* **Assignment**:
Below are the entries; count the lines in them that contain the word "linejoin" and give only the number.
⟨
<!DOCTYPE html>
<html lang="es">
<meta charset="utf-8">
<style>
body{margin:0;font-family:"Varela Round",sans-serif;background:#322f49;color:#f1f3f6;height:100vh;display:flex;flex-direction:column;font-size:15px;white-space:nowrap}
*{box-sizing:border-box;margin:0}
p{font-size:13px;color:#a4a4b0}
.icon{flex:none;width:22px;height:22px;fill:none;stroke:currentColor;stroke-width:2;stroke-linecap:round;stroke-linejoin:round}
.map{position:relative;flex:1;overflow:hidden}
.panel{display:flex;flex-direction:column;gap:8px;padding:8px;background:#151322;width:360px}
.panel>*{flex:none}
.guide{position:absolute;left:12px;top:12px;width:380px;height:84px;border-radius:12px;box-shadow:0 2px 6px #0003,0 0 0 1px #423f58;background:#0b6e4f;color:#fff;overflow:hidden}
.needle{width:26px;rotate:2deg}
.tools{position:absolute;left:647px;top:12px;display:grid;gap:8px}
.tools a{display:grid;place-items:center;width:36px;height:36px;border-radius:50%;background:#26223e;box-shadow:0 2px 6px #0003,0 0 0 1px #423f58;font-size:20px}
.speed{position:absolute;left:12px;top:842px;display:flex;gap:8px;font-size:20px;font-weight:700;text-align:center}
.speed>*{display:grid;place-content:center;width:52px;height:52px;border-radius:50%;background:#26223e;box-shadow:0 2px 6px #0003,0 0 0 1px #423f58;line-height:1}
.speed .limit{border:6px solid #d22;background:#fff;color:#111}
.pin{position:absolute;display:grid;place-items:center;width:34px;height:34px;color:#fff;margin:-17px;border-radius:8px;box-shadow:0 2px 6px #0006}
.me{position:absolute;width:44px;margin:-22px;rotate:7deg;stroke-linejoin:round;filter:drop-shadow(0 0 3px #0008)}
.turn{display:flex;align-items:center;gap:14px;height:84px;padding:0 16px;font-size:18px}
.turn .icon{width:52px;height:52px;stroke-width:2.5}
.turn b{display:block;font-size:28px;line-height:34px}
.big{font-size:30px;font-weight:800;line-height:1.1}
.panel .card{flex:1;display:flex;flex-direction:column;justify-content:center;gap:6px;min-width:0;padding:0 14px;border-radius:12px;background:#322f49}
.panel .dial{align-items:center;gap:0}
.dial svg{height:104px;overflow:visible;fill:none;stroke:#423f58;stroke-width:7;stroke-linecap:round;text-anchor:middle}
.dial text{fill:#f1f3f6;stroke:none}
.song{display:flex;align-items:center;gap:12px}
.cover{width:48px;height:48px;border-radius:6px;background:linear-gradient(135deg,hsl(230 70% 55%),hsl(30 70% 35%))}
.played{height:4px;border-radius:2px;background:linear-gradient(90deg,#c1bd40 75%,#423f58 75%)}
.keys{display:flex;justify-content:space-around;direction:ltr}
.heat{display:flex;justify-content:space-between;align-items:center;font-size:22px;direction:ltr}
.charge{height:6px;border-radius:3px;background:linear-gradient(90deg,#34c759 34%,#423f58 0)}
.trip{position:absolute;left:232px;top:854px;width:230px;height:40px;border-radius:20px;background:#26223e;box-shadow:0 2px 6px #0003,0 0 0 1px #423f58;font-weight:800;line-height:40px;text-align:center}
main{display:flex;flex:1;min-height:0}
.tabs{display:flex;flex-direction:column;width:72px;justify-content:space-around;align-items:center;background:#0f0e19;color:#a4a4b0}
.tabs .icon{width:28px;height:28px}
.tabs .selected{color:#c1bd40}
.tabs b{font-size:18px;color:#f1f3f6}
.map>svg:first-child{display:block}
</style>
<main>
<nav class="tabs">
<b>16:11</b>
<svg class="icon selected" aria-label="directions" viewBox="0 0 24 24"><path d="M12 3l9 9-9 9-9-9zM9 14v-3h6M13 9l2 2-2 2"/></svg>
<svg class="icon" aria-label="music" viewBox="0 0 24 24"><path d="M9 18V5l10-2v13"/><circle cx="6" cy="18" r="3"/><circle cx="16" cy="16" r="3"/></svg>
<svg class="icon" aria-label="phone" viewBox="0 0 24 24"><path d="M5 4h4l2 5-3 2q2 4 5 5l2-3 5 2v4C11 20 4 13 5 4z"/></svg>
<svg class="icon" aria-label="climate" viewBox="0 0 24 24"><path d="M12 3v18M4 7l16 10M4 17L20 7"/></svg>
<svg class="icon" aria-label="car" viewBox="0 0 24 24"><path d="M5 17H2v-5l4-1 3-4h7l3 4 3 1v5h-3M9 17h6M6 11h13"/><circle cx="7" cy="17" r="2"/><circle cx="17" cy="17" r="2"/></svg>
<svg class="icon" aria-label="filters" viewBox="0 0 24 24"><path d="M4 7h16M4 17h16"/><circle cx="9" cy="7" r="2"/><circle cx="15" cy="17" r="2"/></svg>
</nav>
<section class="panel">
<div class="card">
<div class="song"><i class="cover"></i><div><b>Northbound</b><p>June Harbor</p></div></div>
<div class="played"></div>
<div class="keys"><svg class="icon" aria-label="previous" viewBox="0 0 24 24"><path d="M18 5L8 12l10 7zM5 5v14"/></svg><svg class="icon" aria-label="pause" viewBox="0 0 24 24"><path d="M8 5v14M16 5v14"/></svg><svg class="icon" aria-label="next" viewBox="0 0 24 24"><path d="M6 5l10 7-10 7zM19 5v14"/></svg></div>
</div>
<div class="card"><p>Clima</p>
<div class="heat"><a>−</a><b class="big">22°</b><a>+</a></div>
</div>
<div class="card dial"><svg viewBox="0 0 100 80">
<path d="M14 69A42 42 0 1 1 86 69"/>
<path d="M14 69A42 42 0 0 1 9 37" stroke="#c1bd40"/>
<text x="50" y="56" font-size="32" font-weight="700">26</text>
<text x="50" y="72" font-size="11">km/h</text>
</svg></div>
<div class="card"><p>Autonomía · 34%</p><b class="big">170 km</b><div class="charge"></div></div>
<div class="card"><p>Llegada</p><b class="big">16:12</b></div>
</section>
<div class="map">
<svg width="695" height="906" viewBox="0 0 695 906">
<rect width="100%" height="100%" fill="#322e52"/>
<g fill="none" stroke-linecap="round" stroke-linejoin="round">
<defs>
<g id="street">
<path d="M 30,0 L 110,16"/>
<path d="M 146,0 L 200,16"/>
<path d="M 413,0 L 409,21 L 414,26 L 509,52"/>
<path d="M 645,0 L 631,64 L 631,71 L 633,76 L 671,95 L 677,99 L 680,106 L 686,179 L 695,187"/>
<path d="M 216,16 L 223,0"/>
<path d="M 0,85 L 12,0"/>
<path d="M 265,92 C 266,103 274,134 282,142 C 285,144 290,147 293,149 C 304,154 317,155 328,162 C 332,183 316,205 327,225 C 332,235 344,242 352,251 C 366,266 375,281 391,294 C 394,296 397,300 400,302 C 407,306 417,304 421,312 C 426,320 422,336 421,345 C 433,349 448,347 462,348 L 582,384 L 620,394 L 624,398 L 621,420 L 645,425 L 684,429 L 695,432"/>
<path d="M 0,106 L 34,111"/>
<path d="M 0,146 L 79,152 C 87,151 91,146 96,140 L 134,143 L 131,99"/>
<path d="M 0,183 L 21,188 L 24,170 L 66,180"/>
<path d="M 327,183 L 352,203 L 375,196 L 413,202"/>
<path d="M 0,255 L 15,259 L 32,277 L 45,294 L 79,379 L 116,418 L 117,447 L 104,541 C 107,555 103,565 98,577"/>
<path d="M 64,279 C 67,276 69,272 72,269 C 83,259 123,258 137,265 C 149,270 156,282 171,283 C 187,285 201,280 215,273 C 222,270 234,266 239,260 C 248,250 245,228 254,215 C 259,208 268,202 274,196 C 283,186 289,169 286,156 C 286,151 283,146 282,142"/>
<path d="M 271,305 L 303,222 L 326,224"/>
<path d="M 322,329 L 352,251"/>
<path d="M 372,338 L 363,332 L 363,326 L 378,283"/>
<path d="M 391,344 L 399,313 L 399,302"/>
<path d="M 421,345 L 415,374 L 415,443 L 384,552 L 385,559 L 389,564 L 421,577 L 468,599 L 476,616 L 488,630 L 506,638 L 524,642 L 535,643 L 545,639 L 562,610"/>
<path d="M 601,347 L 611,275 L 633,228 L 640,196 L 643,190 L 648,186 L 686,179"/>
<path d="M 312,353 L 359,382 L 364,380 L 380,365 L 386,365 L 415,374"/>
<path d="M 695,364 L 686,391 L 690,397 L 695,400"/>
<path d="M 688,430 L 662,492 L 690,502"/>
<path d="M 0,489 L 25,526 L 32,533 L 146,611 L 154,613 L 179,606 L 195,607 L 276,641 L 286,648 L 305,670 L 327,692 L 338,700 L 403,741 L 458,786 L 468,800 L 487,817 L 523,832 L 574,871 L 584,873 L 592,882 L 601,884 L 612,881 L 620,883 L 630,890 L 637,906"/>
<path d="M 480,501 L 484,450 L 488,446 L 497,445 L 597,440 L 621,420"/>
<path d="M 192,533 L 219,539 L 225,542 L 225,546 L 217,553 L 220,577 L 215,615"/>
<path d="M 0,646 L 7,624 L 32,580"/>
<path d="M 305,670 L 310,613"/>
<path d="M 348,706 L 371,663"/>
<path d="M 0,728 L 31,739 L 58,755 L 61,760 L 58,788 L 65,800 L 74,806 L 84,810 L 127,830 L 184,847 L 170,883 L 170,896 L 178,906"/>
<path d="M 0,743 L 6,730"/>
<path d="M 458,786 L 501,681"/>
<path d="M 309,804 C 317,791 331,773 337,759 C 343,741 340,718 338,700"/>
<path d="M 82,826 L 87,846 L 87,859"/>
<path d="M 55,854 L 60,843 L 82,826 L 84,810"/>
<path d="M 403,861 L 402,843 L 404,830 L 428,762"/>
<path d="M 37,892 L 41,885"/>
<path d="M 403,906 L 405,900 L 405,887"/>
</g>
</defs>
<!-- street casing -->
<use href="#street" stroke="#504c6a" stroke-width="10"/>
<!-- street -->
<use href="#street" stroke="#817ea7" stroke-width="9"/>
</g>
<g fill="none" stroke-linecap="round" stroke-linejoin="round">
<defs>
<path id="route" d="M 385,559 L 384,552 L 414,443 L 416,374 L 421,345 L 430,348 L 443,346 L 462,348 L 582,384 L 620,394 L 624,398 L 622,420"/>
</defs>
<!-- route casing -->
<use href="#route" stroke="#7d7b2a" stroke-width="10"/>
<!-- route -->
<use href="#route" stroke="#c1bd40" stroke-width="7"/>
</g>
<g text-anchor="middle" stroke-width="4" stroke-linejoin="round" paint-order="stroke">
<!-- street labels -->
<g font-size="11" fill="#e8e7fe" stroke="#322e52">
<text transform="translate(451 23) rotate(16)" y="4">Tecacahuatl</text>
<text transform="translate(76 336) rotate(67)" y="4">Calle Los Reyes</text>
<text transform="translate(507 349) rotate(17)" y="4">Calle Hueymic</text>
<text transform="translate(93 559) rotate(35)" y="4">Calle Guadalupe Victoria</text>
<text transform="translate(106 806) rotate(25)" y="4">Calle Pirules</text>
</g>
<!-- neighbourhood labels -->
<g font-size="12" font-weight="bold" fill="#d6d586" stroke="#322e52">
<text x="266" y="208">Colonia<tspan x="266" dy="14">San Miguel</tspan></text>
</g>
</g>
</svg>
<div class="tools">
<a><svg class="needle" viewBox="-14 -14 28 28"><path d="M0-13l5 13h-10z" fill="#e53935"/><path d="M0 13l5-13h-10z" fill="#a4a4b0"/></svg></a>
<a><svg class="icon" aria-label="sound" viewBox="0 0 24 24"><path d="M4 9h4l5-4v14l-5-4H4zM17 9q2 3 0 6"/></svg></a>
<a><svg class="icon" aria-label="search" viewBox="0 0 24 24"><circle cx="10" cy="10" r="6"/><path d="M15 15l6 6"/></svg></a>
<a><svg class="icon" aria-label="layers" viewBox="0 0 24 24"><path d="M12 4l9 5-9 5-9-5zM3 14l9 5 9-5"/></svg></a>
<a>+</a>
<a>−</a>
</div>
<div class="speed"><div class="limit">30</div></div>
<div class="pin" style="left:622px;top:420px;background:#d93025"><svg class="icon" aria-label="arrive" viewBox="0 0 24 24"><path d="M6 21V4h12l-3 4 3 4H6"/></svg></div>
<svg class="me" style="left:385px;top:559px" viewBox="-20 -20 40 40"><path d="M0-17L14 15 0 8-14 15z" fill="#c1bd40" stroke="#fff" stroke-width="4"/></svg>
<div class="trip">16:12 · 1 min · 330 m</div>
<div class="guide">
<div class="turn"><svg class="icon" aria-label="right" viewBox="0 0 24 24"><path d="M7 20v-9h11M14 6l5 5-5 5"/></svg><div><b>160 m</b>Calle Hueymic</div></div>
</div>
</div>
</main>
⟩
* **Task result**:
5